Quanto aos factos provados a convicção do Tribunal fundou-se na prova documental referida, junta aos autos e, no processo administrativo apenso.

 

D.2 – Factos não provados

 

a)      A Requerente promoveu o pagamento dos actos de liquidação cuja declaração de ilegalidade e consequente anulação se pretende;

b)      A Requerente alienou o veículo com a matrícula ..-..-..

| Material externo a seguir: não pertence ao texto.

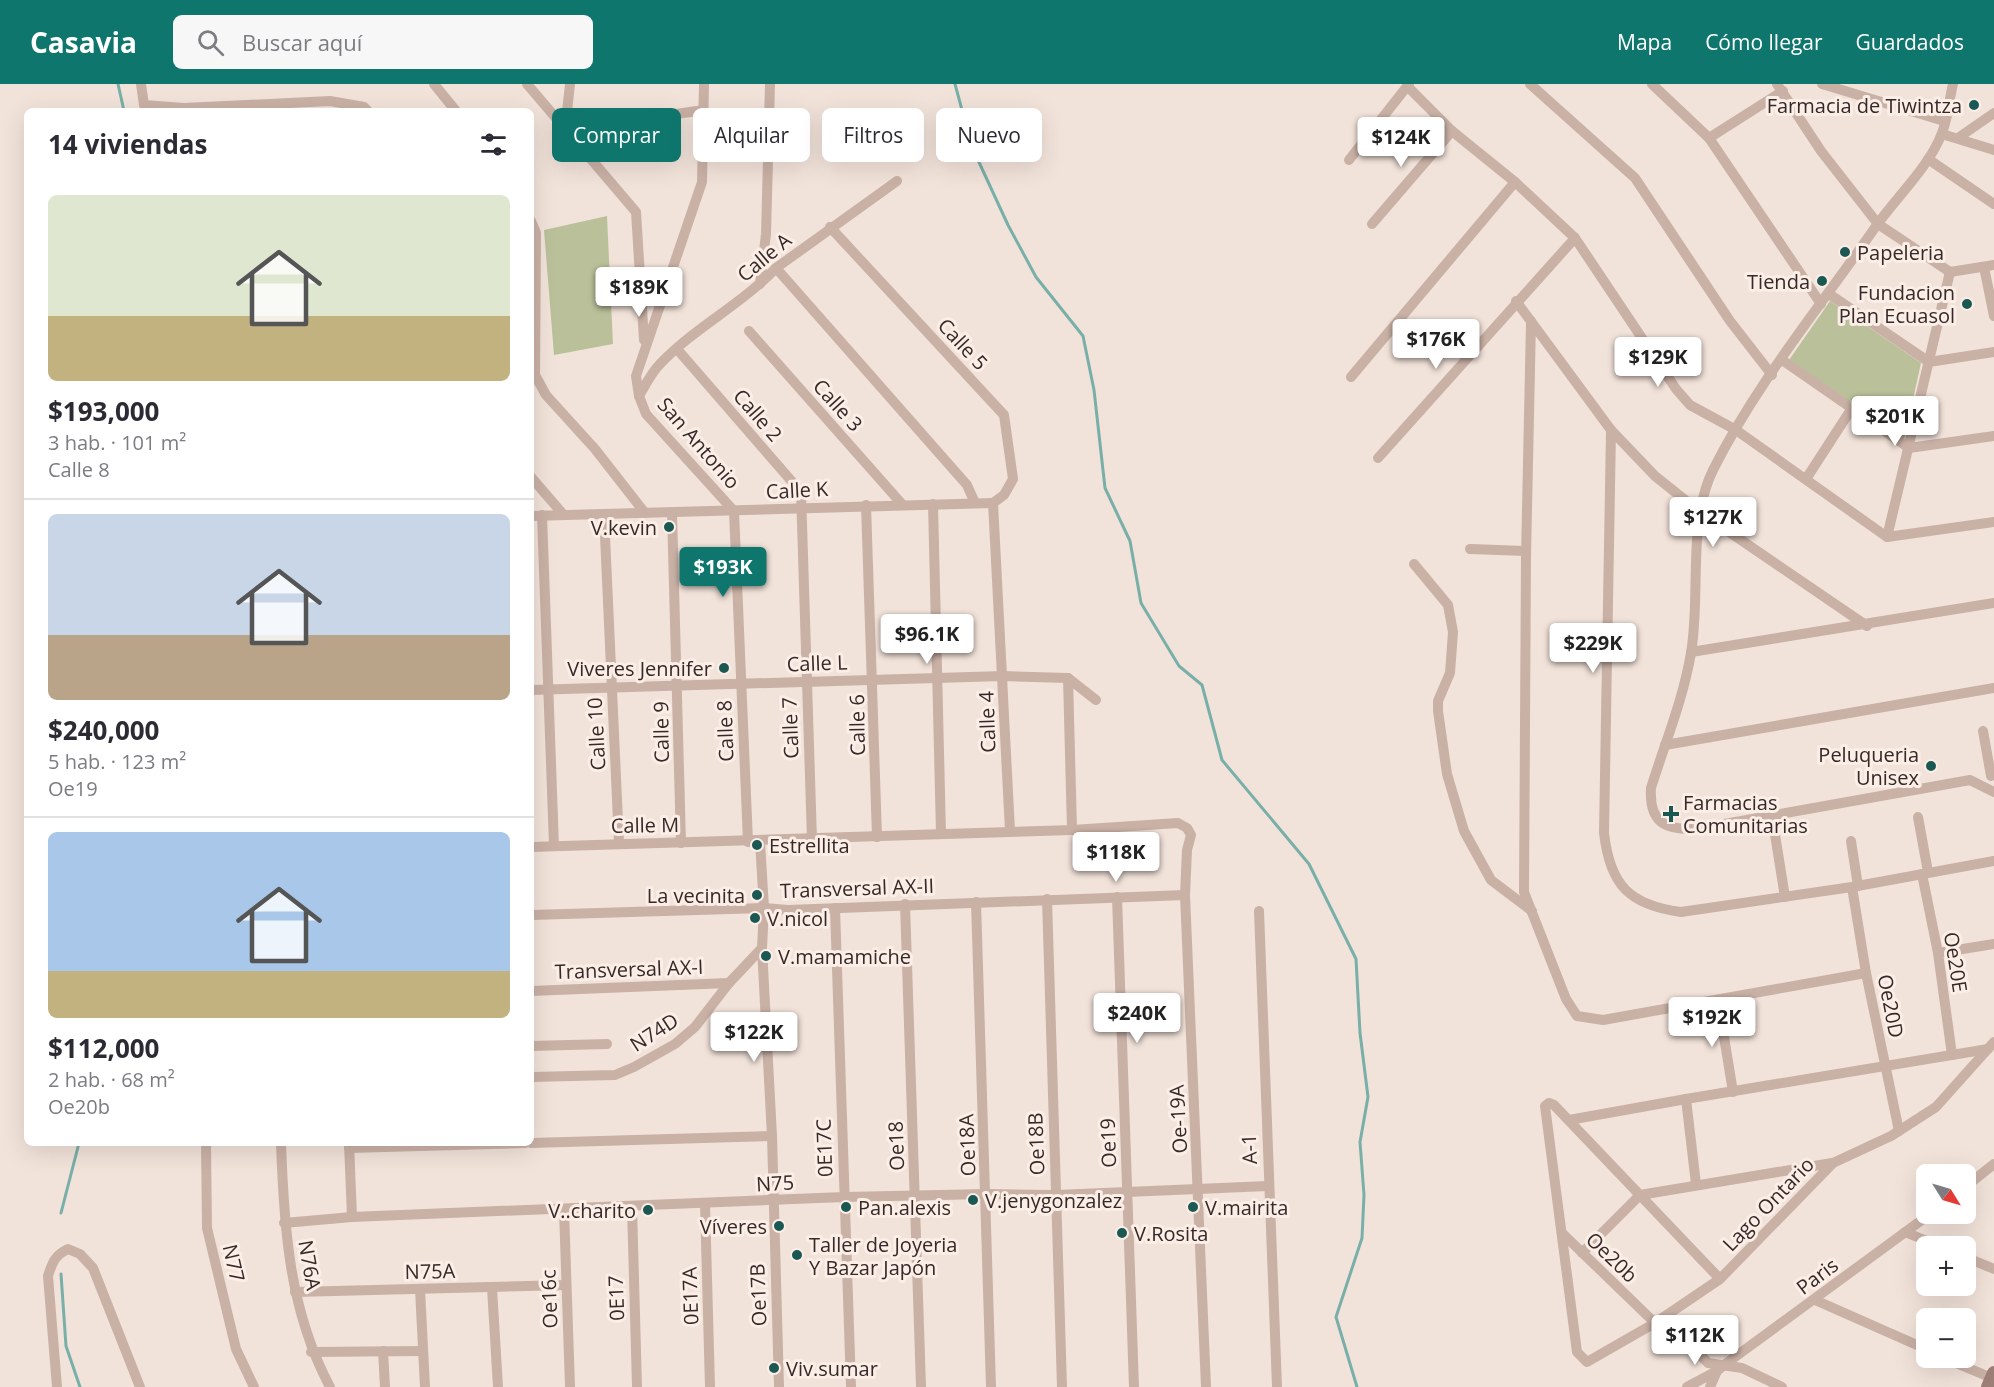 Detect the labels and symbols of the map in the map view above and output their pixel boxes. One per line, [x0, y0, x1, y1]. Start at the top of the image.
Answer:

c)      Não se provaram quaisquer outros factos passíveis de afectar a decisão de mérito, em face das possíveis soluções de direito, e que, por conseguinte, importe registar como não provados.

 

E)Do Direito

 

Em face do que se deixa exposto importa, desde logo, verificar a natureza do artigo 3.º, n.º 1, do Código do IUC. Com efeito, a fonte da discórdia entre a Requerente e a Requerida prende-se com o facto de a Requerente considerar que a referida disposição legal estabelece uma presunção (ilidível) e a Requerida considerar que está em causa a manifestação de uma opção de política legislativa. Em consequência a Requerida considera que da conjugação dos artigos 3.º e 6.º, do Código do IUC resulta que o imposto recai sobre a pessoa, física ou colectiva, que conste como proprietária no respectivo registo. A Requerente, por seu turno, extrai das referidas disposições legais a conclusão de que o imposto deve ser suportado pelo real e efectivo proprietário independentemente de quem figure como tal no registo, sendo que a 2.ª parte do n.º 1 do artigo 3.º, do Código do IUC, estabelece, uma presunção. Cumpre, pois, apreciar.

 

A noção de presunção encontra-se consagrada no artigo 349.º, do Código Civil, que a define como “ilações que a lei ou o julgador tira de um facto conhecido para formar um facto desconhecido.” Ora, a utilização de presunções não é desconhecida no âmbito do direito tributário na justa medida em que podem conferir contornos de maior praticabilidade ao sistema e, bem assim, serem instrumentos de combate à fraude e evasão. Com efeito, “perante a dúvida de certos factos ou situação a regular, a regra de Direito supõe que esses contornos são os de outro facto ou situações previstos numa outra regra jurídica” (Sousa, Marcelo Rebelo de; Galvão, Sofia, Introdução ao Estudo do Direito, Lex, 2000, Lisboa, Pág. 241).

 

Por outro lado, importa também ter presente que as presunções podem ser, quer explícitas, quer implícitas. As primeiras, são “reveladas pela utilização da expressão «presumem-se» ou semelhante (…)” (Sousa, Jorge Lopes de, Código de Procedimento e de Processo Tributário, I Vol. 6.ª Edição, Áreas Editoras, 2011, Lisboa, pág. 589).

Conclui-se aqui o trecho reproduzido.